Allah tidak menghendaki kasih kita terbagi kepada yang lain, sebab apa pun yang menggantikan posisi-Nya akan menjauhkan kita dari sumber kehidupan. Berhala masa kini dapat berupa uang, kesibukan, ambisi, atau kenyamanan yang tanpa sadar menjadi lebih penting daripada Tuhan. Sebagai mempelai Kristus, marilah kita menjaga hati agar tetap menjadi milik-Nya sepenuhnya, sebab tidak ada kasih yang lebih setia daripada kasih Tuhan kepada kita.
Yang harus dilakukan
✅ Periksa hati dan singkirkan segala sesuatu yang mulai mengambil tempat Tuhan dalam hidup kita.
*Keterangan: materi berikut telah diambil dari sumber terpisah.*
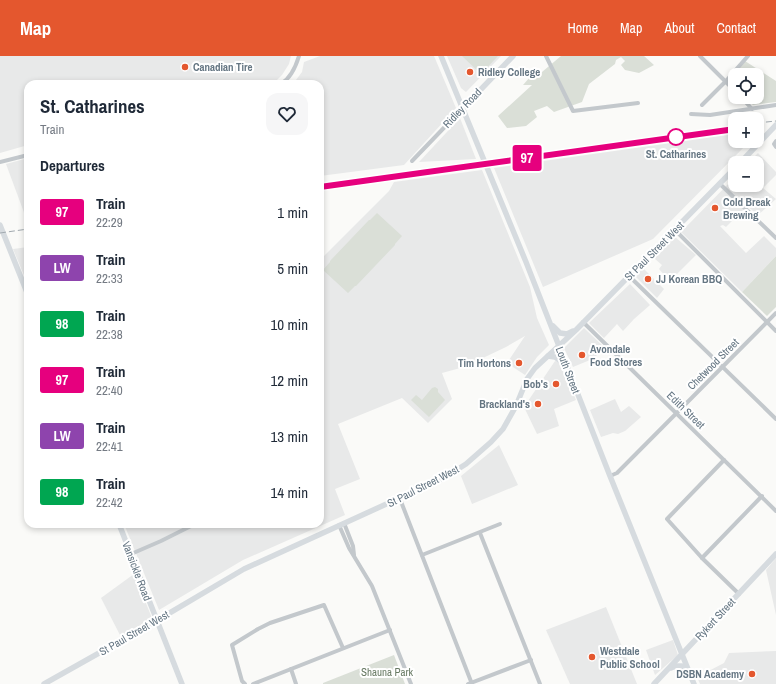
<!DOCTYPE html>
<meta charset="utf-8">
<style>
:root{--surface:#fff;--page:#f6f6f7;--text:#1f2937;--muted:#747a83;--accent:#e4572e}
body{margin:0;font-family:"Archivo Narrow",sans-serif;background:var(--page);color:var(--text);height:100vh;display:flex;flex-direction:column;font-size:15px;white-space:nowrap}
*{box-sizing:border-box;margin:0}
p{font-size:13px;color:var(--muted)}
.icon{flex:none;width:22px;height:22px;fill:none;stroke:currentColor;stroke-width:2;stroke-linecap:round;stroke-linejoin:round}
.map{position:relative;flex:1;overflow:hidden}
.drawer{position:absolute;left:24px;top:24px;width:300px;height:448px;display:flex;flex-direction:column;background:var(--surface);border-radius:12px;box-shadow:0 2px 6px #0003}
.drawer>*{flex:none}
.badge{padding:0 8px;border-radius:3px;font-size:14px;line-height:26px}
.fabs{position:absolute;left:728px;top:12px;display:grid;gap:8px}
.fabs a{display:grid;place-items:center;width:36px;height:36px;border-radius:8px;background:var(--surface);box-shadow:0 2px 6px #0003;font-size:20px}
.map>.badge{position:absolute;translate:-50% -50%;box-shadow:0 0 0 2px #fff}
h2{padding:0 16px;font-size:15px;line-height:36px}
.round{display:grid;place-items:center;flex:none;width:42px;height:42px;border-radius:12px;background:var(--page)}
.headline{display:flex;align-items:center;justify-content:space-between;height:68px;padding:0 16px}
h1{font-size:19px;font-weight:700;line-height:30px}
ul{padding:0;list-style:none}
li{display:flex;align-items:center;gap:12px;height:56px;padding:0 16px}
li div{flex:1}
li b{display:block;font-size:15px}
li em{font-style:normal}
li .badge{min-width:44px;font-weight:700;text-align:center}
header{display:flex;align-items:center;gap:24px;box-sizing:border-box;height:56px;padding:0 20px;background:var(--accent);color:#fff}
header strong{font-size:19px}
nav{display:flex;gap:22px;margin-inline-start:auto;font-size:14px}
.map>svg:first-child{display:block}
.built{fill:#e8e9e9}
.green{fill:#dadfd7}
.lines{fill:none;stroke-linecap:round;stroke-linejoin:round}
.street{stroke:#c3c8cc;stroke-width:4}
.secondary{stroke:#d6dbdf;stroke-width:5.5}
.rail{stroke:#a2aab0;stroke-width:1;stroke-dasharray:6 3;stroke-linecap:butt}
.line-casing{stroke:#fff;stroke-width:9}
.line{stroke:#e6007e;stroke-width:6}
.poi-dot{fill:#e4572e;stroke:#fff;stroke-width:1.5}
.stop-dot{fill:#fff;stroke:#e6007e;stroke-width:2}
.labels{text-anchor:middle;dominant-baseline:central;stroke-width:4;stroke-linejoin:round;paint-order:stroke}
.poi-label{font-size:11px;font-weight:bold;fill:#657683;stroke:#fff;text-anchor:start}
.street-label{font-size:11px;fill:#657683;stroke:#fff}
.stop-label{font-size:11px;font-weight:bold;fill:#657683;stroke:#fff}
.park-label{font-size:11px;fill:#687a64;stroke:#fff}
</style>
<header>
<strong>Map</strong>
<nav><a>Home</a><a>Map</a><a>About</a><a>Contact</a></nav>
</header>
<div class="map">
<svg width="776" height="628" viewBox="0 0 776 628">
<rect width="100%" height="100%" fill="#fafaf8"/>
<g class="built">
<path d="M0 0H291L289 8 282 19 274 27 269 28H28V89L0 97Z"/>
<path d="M320 0H434L456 52 404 109 320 120V28H293L302 16 304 6Z"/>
<path d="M447 0H501L466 36 461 32Z"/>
<path d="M460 62 476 103 419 106Z"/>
<path d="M735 78V85H750L653 183 543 231 494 112Z"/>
<path d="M758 97 776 116V119L763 132 776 143 758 159 747 150 726 171 723 169 720 170 746 197 764 180 776 192V200L742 236 681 176 735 121V129H757V107H748Z"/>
<path d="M28 102V162H26L6 108Z"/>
<path d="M482 114 530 231 537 262 549 289 537 301 525 319 507 307 525 280 506 291 464 311 442 317 452 343 428 367 402 342 338 368 360 423 335 433 345 459 243 504 159 554 124 468H320V204L389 135 394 126Z"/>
<path d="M675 181 696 199 670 225 659 213 662 209 654 202Z"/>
<path d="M28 191V229L13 193Z"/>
<path d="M643 212 664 233 657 242 635 220Z"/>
<path d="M630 228 650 249 634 263 623 275 617 268 604 282 589 267Z"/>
<path d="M584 272 606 293 590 304 573 311 564 292Z"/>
<path d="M555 305 559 306 576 344 554 353 559 370 537 378 524 351Z"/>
<path d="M615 343 621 356 629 350 641 361 625 375 618 378 613 377 601 381 590 354Z"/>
<path d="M499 389 518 429 472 448 461 420Z"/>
<path d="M776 502V559L766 514Z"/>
<path d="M134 518 152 562 121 581 101 542Z"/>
<path d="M606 551 637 628H570L546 574Z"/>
<path d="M673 584 678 599 655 619 646 594Z"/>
<path d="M776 595V628H700L697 621 724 607 729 597Z"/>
</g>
<g class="green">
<path d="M462 0H498L481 18Z"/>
<path d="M561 0H644L654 9 639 17 625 14 621 9 625 5 621 1 616 4 615 8 589 28 582 46 554 56 547 50 534 55 537 61 526 70 507 72 498 60 532 29H523L530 21 542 16Z"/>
<path d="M745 5 776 25V46L753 49 744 41H757V19H735V32L729 24Z"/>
<path d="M377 157 402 180 395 188V189L356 230H355L348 237 323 214 330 206V205L369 164H370Z"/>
<path d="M776 200V251L767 260 742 236Z"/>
<path d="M435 331 438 333V336L445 344 429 361 411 344 416 339 422 344 432 332Z"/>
<path d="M394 599 405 628H323V627Z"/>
</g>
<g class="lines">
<g class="street">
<path d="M546 0 573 55 638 47"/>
<path d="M700 0 735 35"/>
<path d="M281 28C291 22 296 10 299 0"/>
<path d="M741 41 752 53"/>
<path d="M702 49 726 25 748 0"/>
<path d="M691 58 710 59 776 49"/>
<path d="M776 85 774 88 776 91"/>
<path d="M412 105 463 52"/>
<path d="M0 106 28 99"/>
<path d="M720 128 776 182"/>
<path d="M675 174 776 275"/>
<path d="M629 220 776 363"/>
<path d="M583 266 776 455"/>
<path d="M724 404 667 463 702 502 739 538"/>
<path d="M610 420 617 417 776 257"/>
<path d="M400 443 472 628"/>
<path d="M344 467 353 490 354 499"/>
<path d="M339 469 349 492 372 530 411 628"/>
<path d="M480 477 540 628"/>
<path d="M131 498 161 485 195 468"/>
<path d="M422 499 500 468"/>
<path d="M702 502 762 440"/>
<path d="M291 613 296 628"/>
<path d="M245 628 242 625 232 589 258 573 270 567 324 549 343 592"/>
<path d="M253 628 390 574"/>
<path d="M468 628 531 604"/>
</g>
<g class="secondary">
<path d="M441 0 526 206 610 420 694 628"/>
<path d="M463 52 513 0"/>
<path d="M740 107 776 69"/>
<path d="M0 169 28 239"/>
<path d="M553 270 560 277 567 278 573 275"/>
<path d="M548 300 555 301 565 308"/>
<path d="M119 468 182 628"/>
<path d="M671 612 676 610H682L688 617"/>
<path d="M44 628 156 565 244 513 428 429 447 420 466 408 491 386 503 373 516 350 527 323 535 312 576 274 735 112"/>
<path d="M654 628 776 498"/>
</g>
<g class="rail">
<path d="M757 67 776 65"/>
<path d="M320 129 735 70"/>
<path d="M0 177 28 173"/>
</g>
</g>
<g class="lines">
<defs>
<path id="line" d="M320 131 735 73"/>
</defs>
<use href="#line" class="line-casing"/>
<use href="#line" class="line"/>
</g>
<g class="poi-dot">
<circle cx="185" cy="11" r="4"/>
<circle cx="470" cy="16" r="4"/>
<circle cx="715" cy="152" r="4"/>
<circle cx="648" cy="223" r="4"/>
<circle cx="582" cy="299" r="4"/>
<circle cx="519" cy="307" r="4"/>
<circle cx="556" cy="328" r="4"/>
<circle cx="538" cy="348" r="4"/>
<circle cx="592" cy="601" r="4"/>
<circle cx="752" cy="618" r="4"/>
</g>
<circle class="stop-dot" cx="676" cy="81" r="8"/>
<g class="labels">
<g class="poi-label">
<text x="193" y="11">Canadian Tire</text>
<text x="478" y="16">Ridley College</text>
<text x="723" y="146">Cold Break<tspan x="723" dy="13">Brewing</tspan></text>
<text x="656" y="223">JJ Korean BBQ</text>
<text x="590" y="293">Avondale<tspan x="590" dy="13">Food Stores</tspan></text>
<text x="511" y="307" text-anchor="end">Tim Hortons</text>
<text x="548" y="328" text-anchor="end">Bob's</text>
<text x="530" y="348" text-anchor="end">Brackland's</text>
<text x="600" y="595">Westdale<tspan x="600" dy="13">Public School</tspan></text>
<text x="744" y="618" text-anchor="end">DSBN Academy</text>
</g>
<g class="street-label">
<text transform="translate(462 52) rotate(-46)">Ridley Road</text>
<text transform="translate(654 195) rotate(-45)">St Paul Street West</text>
<text transform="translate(713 308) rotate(-45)">Chetwood Street</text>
<text transform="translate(568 314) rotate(69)">Louth Street</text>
<text transform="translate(686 354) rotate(44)">Edith Street</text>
<text transform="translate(423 430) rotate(-27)">St Paul Street West</text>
<text transform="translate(137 515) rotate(69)">Vansickle Road</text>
<text transform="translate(715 563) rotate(-47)">Rykert Street</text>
<text transform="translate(134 577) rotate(-30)">St Paul Street West</text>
</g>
<g class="stop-label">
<text x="676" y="98">St. Catharines</text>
</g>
<g class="park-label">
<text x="387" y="616">Shauna Park</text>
</g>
</g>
</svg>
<div class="fabs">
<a><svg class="icon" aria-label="locate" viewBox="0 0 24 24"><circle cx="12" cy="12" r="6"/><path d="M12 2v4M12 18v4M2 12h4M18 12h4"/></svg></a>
<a>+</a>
<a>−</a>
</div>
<b class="badge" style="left:527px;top:102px;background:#e6007e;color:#fff">97</b>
<section class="drawer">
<div class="headline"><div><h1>St. Catharines</h1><p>Train</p></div><a class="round"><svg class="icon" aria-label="heart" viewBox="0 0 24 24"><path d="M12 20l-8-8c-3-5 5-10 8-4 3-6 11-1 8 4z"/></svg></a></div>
<h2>Departures</h2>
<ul>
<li><span class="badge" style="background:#e6007e;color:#fff">97</span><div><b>Train</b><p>22:29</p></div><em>1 min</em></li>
<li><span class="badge" style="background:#8e44ad;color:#fff">LW</span><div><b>Train</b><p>22:33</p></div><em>5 min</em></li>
<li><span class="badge" style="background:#00a651;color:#fff">98</span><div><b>Train</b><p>22:38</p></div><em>10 min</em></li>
<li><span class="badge" style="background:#e6007e;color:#fff">97</span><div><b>Train</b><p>22:40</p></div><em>12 min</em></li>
<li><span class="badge" style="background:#8e44ad;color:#fff">LW</span><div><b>Train</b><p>22:41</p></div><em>13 min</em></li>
<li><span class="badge" style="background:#00a651;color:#fff">98</span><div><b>Train</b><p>22:42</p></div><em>14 min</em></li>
</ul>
</section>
</div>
✅ Pelihara kasih yang mula-mula dan hubungan yang intim dengan Tuhan setiap hari.
Pokok Doa
“Tuhan Yesus, jagalah hatiku agar tetap setia kepada-Mu. Tolong aku menyingkirkan segala berhala dalam hidupku dan mengasihi-Mu dengan segenap hati setiap hari. Amin."
Tuhan Yesus memberkati berlimpah, limpah, dan limpah.